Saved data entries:
=-=-=

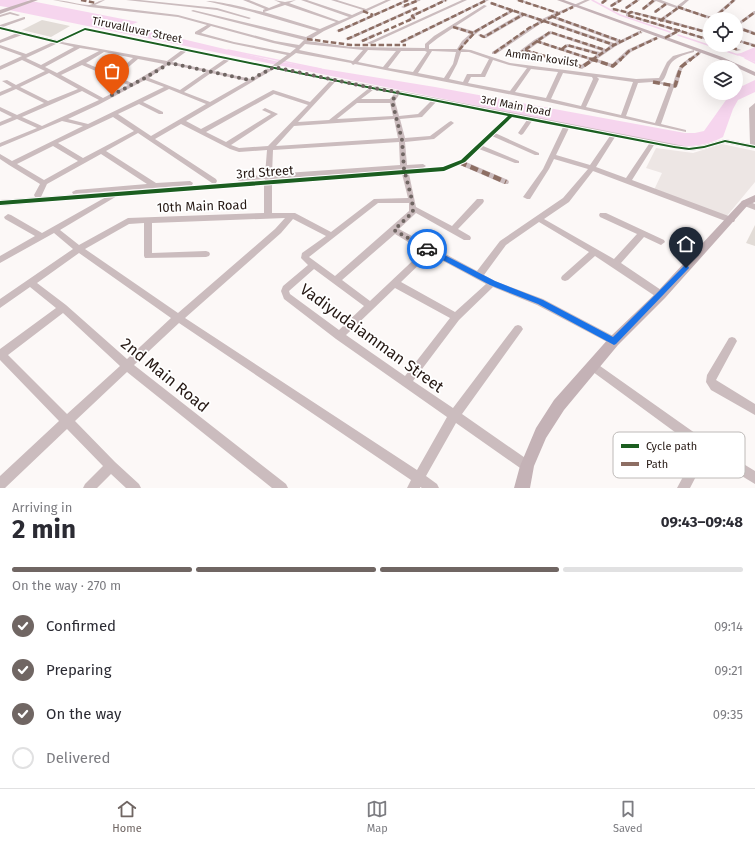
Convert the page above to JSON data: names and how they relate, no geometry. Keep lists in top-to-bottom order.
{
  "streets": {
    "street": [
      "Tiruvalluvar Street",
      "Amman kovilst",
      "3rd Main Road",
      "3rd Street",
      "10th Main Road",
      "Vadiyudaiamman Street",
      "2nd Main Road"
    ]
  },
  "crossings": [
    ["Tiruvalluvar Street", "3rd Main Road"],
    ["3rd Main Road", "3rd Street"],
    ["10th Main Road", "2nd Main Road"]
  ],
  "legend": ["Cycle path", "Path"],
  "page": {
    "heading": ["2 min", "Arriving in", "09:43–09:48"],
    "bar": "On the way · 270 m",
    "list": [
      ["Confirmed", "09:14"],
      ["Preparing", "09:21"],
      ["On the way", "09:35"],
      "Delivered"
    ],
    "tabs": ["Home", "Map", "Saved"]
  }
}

=-=-=

* Exercise description: Word for word, repeat the data above with the pictures left out.

* Written answer:
Convert the page above to JSON data: names and how they relate, no geometry. Keep lists in top-to-bottom order.
{
  "streets": {
    "street": [
      "Tiruvalluvar Street",
      "Amman kovilst",
      "3rd Main Road",
      "3rd Street",
      "10th Main Road",
      "Vadiyudaiamman Street",
      "2nd Main Road"
    ]
  },
  "crossings": [
    ["Tiruvalluvar Street", "3rd Main Road"],
    ["3rd Main Road", "3rd Street"],
    ["10th Main Road", "2nd Main Road"]
  ],
  "legend": ["Cycle path", "Path"],
  "page": {
    "heading": ["2 min", "Arriving in", "09:43–09:48"],
    "bar": "On the way · 270 m",
    "list": [
      ["Confirmed", "09:14"],
      ["Preparing", "09:21"],
      ["On the way", "09:35"],
      "Delivered"
    ],
    "tabs": ["Home", "Map", "Saved"]
  }
}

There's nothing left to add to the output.